Plaintiff presented for her follow-up visit with Dr. Mercurio on March 25, 2009 with open sores on her right thigh and abdomen. Plaintiff's medications were continued. (R. 323–26).

Plaintiff's mother accompanied her to her next medication check with Dr. McGorrian on April 27, 2009. The mother reported that Dr. Mercurio was “very concerned” about Plaintiff because she has limited healthy skin for grafting if she continued to pick at herself. On exam, Plaintiff continued to be “very obese.” There was one open lesion on her calf and a number of picked lesions on her abdomen. The mother reported that Plaintiff had additional picked lesions on her hips and that she had a MRSA infection. Dr. McGorrian adjusted Plaintiff's medications. (9R. 313).

Plaintiff brought her niece to the next medication check with Dr. McGorrian on June 1, 2009, and she was accompanied by a case manager. Plaintiff reported a definite decrease in self-mutilation since the change in her medications. She appeared more relaxed and less likely to break into tears, and she was “quite confident” with her niece. Dr. McGorrian noted an additional stressor in Plaintiff's life, i.e., her uncle was recently released from prison and moved into their house. No medications changes were made. (R. 312).

During a follow-up visit with Dr. Mercurio on June 30, 2009, Plaintiff reported that her GAD, self-picking and insomnia had improved. Plaintiff also reported that her right foot “cracks” when she walks long distances. Dr. Mercurio continued Plaintiff's medications and ordered an x-ray of Plaintiff's right ankle. (R. 319–22). The x-ray, which was performed on July 9, 2009, did not reveal evidence of an acute fracture or dislocation. (R. 318).

On July 31, 2009, Dr. Robert L. Eisler, a psychiatrist, performed a consultative evaluation of Plaintiff. During the evaluation, Plaintiff reported that she had worked since she was 16 years old; that she stopped working due to MRSA infection; that she would like to return to work but her doctor said she was not ready; that she felt “down and blue” 90% of the time; that she has severe insomnia; and that she often cries. Dr. Eisler noted that Plaintiff was “quite subdued, but personable and cooperative;” that she was of average intelligence; that her mood was “quite depressed;” that she was obese, weighing about 300 pounds; and that she had MRSA-infected lesions on her left forearm and her legs. Dr. Eisler's diagnoses were Major Depressive Disorder and MRSA infection. He indicated Plaintiff's MRSA infection had “worsened her depression;” described her prognosis as “guarded;” rated her GAF score as 30;

and stated: “Probably in regard to the MRSA, she will be unable to return to work for one year or more.” (R. 294–95).

A GAF score between 21 and 30 denotes the following: “Behavior is considerably influenced by delusions or hallucinations OR serious impairment in communication or judgment (e.g., sometimes incoherent, acts grossly inappropriately, suicidal preoccupation) OR inability to function in almost all areas (e.g., stays in bed all day; no job, home, or friends). DSM–IV–TR, at 34.

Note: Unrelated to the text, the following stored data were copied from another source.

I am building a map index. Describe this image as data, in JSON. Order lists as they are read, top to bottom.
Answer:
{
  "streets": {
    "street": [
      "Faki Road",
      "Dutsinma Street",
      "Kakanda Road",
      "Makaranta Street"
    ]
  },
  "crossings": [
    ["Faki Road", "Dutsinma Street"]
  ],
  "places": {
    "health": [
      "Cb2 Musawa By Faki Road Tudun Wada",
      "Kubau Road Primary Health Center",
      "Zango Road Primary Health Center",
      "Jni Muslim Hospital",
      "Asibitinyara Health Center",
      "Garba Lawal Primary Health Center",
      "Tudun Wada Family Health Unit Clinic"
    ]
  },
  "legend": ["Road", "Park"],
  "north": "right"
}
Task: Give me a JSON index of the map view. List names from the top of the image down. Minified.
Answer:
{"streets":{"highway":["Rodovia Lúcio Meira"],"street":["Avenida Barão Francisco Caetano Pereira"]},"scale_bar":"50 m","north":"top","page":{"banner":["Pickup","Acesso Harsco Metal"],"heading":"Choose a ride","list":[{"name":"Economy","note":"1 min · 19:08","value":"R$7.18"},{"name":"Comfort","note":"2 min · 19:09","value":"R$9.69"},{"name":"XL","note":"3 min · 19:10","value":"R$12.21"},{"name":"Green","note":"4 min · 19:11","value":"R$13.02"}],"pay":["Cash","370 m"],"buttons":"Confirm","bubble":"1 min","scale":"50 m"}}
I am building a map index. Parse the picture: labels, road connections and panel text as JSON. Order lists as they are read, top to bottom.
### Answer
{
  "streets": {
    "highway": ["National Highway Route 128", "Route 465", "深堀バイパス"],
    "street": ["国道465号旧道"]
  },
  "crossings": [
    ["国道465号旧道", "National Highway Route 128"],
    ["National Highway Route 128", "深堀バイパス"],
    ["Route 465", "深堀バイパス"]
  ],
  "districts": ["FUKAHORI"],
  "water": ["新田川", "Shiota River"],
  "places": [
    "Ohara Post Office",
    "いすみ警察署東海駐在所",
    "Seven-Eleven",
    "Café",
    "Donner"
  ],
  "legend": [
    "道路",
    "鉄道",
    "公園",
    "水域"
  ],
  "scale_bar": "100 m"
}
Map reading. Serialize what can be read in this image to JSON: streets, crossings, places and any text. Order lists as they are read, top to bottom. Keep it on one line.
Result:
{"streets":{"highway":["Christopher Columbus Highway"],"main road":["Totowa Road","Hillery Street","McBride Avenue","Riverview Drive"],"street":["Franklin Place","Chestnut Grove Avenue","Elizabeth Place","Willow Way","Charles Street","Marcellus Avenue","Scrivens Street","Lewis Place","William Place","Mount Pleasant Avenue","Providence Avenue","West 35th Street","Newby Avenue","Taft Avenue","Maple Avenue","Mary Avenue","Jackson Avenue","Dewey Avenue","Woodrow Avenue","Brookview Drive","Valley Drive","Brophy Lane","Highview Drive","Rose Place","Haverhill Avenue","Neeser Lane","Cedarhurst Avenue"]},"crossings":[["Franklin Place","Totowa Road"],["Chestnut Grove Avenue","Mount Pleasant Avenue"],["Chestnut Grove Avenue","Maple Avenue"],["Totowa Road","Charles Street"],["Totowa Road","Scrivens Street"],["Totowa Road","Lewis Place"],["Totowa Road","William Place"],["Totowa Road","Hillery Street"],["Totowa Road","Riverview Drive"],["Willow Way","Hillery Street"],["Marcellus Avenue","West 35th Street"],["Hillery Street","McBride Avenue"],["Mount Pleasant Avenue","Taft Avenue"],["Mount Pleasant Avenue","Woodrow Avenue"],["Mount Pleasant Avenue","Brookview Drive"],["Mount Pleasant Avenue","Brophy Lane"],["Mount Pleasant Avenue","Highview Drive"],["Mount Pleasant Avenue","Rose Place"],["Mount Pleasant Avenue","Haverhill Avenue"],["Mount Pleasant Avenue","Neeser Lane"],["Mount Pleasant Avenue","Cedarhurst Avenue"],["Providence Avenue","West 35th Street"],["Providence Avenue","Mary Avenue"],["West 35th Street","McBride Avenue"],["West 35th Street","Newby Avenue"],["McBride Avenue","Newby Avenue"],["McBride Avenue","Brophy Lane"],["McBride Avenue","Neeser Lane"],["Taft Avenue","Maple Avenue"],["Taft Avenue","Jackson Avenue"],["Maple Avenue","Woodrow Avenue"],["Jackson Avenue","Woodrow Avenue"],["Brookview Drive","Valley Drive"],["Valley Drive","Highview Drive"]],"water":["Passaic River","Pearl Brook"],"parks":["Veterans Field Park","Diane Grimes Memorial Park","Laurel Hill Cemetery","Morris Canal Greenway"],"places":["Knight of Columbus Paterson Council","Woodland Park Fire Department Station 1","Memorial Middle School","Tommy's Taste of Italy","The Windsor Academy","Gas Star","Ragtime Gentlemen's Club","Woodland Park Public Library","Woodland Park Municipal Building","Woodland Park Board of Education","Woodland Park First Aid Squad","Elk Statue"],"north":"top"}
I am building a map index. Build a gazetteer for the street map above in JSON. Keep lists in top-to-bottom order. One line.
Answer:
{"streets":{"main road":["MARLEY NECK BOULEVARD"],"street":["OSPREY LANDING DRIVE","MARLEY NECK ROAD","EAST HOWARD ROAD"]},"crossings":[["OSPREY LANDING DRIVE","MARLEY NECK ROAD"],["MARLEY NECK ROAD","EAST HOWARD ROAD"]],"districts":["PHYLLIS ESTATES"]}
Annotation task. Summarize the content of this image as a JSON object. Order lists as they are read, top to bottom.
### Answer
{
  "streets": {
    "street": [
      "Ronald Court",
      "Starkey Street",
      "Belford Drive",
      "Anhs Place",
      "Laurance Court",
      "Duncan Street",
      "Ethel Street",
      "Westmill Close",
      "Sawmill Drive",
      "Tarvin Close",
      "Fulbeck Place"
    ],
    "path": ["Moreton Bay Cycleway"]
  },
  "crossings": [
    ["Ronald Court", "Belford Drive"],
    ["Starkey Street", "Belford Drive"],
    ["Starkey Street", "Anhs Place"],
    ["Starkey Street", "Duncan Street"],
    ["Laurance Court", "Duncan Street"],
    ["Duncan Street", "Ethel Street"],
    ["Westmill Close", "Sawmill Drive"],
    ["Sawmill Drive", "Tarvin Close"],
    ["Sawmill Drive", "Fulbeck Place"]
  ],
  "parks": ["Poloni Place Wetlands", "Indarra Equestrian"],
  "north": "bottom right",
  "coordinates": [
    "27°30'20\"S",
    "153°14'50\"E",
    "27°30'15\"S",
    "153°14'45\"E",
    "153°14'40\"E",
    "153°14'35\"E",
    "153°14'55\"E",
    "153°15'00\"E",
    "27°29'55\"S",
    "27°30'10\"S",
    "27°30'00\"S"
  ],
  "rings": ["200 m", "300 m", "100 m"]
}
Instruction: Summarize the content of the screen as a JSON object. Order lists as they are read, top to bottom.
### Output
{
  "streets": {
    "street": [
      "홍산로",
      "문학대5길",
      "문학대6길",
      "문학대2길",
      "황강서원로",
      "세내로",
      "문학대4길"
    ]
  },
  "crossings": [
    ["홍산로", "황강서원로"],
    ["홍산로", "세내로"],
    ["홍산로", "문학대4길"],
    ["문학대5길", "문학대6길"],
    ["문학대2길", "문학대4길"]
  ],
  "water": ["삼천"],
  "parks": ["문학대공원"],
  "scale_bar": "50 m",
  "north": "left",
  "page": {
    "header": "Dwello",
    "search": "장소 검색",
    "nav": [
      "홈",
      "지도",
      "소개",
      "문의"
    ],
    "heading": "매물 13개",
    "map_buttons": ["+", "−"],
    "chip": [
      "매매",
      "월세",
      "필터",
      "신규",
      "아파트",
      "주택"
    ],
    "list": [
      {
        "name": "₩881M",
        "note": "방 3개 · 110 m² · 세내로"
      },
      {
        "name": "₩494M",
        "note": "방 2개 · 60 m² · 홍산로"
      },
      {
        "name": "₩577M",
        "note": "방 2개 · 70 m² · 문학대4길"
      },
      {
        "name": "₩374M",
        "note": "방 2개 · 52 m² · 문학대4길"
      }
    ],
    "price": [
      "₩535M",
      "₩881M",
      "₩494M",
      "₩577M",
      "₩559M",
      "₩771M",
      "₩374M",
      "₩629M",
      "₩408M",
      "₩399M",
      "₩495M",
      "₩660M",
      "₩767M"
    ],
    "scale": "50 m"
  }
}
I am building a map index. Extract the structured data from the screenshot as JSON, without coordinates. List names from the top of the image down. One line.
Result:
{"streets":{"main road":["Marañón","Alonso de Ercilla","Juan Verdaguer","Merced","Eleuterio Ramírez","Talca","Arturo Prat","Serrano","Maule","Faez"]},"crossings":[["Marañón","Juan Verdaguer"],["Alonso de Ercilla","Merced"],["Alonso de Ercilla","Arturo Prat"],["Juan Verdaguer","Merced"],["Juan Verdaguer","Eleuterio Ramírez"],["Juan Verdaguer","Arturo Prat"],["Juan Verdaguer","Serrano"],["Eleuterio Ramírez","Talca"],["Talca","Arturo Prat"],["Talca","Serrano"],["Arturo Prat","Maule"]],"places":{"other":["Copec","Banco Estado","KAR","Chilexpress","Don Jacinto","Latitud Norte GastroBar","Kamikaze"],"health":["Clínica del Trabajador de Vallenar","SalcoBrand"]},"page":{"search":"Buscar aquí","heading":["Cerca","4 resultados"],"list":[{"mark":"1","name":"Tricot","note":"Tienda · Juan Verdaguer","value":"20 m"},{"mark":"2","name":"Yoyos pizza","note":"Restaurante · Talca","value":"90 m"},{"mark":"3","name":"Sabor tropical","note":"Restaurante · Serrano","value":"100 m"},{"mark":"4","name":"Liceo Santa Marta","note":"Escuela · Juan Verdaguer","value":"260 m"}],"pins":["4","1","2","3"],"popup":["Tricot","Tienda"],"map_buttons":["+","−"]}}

With respect to occupational adjustments, Dr. Eisler opined that Plaintiff's ability to follow work rules and ability to interact with supervisors were poor. As to performance adjustments, Dr. Eisler opined that Plaintiff's ability to understand, remember and carry out simple, detailed and complex job instructions was poor.

Finally, regarding personal-social adjustments, Dr. Eisler opined that Plaintiff's abilities to maintain personal appearance, behave in an emotionally stable manner and demonstrate reliability were good, and that her ability to relate predictably in social situations was fair. (R. 296–97).

Dr. Eisler noted that he rated Plaintiff's ability to make performance adjustments as poor for the following reason: “Marked as such because of the decision by her attending to prevent a return to employment—MRSA Infection?” (R. 296).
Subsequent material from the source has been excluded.